Collected data entries
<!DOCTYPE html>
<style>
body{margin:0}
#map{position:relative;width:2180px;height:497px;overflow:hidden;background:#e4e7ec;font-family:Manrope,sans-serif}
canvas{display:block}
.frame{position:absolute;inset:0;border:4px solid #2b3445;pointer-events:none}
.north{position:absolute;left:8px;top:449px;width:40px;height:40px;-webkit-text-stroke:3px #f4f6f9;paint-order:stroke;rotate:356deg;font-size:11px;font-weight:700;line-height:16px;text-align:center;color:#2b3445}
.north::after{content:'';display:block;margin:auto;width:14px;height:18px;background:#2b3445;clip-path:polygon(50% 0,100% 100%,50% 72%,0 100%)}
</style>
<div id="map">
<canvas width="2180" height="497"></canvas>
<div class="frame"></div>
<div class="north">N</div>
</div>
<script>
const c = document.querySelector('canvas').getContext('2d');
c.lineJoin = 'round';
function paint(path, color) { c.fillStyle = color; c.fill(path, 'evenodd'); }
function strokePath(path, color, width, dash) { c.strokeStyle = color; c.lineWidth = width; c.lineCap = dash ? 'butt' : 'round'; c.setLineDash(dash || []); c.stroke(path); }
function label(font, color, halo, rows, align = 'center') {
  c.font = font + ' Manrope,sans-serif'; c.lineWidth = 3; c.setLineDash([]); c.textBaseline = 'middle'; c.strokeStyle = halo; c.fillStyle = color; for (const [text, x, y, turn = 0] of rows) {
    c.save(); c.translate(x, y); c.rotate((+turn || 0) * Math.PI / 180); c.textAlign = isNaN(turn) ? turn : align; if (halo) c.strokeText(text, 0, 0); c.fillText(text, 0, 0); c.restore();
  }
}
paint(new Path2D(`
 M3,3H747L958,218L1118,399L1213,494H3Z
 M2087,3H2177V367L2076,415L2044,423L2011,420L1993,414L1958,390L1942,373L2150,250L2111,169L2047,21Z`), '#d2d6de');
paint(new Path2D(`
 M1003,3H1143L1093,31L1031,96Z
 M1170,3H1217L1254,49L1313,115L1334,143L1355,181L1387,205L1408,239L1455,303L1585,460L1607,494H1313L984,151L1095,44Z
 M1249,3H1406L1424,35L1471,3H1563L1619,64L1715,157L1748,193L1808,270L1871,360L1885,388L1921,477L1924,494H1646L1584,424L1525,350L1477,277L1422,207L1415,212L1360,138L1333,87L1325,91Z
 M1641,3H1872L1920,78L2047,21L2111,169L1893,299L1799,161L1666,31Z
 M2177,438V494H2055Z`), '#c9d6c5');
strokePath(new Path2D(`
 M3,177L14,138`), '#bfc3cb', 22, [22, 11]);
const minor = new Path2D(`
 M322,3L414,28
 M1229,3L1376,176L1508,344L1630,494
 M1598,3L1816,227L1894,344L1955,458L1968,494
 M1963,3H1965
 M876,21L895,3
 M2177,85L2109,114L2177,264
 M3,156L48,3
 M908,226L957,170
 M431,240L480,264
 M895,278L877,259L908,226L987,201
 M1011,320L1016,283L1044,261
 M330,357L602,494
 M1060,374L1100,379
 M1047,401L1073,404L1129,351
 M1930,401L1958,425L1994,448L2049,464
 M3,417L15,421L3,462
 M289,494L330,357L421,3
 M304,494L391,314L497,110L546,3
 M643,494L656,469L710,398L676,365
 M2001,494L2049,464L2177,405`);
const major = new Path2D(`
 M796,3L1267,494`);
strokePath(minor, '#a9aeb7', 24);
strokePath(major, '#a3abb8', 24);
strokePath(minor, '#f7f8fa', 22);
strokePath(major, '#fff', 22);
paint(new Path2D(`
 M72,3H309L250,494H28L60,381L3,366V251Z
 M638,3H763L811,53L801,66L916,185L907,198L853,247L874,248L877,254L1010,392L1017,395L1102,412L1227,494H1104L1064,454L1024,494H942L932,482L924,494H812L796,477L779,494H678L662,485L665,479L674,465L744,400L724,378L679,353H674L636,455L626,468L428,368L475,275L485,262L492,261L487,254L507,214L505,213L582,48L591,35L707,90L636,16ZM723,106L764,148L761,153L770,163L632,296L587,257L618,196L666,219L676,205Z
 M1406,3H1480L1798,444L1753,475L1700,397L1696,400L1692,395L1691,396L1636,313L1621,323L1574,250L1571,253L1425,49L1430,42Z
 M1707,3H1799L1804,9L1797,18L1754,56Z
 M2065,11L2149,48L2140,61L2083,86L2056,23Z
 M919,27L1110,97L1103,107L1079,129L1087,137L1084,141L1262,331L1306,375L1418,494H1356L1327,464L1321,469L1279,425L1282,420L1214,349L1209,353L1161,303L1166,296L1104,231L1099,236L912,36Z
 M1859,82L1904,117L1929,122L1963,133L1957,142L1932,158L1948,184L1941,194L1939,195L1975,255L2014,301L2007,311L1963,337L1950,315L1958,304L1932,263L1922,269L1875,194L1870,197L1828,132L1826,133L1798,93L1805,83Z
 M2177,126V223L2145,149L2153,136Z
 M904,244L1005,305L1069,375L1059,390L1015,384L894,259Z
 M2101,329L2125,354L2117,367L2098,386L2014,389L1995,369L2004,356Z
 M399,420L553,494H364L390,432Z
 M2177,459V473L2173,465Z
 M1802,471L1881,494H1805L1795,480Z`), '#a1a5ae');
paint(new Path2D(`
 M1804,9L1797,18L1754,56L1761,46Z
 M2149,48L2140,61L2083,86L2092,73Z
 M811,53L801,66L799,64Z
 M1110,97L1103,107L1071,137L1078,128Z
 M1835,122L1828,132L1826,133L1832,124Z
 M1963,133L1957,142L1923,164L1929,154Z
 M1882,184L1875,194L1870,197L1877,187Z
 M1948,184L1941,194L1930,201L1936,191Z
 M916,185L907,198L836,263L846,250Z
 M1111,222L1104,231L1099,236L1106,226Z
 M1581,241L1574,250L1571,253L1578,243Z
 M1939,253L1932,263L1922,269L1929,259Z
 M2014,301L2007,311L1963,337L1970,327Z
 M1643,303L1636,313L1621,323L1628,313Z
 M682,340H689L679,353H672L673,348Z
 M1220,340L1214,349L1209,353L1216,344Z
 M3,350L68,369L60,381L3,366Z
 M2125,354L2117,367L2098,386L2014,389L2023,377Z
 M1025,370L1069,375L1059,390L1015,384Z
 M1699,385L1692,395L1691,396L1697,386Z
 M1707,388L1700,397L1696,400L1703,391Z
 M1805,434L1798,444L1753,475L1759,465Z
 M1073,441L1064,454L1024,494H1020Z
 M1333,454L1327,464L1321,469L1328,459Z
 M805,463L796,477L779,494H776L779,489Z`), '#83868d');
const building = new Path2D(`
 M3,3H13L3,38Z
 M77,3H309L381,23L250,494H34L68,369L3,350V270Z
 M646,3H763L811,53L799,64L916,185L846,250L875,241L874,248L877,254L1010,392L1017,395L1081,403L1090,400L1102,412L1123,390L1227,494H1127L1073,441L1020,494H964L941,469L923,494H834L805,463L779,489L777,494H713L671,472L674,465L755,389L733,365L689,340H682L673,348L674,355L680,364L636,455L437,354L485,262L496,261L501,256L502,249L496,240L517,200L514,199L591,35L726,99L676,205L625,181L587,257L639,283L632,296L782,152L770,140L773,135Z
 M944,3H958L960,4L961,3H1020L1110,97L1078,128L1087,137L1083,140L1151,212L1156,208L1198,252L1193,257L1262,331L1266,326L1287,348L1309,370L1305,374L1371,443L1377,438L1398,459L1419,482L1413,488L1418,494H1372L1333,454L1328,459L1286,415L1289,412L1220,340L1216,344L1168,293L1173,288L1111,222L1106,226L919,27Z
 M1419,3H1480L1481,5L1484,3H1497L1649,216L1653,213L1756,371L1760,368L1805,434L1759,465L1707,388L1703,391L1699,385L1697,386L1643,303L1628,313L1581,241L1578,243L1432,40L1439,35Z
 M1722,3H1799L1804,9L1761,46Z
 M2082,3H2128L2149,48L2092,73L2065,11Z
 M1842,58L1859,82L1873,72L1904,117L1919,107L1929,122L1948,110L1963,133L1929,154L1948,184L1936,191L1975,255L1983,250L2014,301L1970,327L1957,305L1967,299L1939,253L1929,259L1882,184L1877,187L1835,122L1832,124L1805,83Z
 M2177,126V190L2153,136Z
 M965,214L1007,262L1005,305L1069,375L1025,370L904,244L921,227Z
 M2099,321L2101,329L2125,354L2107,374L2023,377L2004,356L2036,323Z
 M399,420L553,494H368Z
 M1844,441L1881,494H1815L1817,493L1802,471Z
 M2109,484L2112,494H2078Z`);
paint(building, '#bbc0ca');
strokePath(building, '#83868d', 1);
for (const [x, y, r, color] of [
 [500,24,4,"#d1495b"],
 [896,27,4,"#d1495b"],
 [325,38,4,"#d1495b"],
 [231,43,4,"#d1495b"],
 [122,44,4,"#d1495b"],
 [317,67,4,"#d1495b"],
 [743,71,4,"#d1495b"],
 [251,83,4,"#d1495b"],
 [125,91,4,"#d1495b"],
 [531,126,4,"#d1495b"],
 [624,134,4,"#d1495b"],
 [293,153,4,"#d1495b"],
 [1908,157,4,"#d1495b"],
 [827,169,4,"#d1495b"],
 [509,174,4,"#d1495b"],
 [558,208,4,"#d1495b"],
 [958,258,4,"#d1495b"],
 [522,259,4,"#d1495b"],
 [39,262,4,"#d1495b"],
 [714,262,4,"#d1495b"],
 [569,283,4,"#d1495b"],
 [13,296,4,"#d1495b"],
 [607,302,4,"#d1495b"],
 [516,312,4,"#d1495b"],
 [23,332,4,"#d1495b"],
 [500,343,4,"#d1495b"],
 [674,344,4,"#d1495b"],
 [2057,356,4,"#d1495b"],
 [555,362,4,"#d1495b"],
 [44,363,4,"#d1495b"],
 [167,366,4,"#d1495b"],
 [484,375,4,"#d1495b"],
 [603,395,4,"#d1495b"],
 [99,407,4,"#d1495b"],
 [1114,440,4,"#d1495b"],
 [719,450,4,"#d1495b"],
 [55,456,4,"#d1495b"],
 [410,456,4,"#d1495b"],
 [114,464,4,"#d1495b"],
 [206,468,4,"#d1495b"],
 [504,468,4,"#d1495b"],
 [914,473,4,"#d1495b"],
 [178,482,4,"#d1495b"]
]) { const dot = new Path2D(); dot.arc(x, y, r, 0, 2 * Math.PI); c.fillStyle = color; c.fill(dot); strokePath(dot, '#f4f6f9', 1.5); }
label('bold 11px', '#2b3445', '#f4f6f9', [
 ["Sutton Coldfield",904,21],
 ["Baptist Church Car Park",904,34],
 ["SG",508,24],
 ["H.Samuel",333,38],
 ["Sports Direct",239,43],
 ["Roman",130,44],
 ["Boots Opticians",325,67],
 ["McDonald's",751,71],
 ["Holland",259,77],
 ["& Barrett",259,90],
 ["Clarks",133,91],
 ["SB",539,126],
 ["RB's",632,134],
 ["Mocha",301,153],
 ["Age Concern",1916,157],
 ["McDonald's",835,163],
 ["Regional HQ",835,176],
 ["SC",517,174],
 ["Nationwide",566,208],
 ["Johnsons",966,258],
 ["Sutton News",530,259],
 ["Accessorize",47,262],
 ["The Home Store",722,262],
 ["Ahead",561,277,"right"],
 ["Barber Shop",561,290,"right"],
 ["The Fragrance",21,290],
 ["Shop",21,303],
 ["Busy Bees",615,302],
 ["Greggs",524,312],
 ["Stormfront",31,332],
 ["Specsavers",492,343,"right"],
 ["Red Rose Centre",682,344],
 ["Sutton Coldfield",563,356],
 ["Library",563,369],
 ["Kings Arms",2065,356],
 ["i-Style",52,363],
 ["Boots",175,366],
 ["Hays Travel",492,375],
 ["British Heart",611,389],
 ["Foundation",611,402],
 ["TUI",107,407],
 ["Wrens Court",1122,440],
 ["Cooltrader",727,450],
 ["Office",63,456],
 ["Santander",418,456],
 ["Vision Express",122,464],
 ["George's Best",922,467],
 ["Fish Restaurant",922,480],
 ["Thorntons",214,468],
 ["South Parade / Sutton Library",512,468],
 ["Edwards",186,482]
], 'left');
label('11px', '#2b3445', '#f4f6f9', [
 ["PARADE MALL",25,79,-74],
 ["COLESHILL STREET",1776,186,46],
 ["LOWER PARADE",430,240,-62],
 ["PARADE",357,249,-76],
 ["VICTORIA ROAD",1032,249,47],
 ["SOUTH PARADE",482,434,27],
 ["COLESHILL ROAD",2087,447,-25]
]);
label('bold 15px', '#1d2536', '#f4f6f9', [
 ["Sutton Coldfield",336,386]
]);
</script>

Problem description
Show the lines of the records that include the string "canvas".

Answer space
canvas{display:block}
<canvas width="2180" height="497"></canvas>
const c = document.querySelector('canvas').getContext('2d');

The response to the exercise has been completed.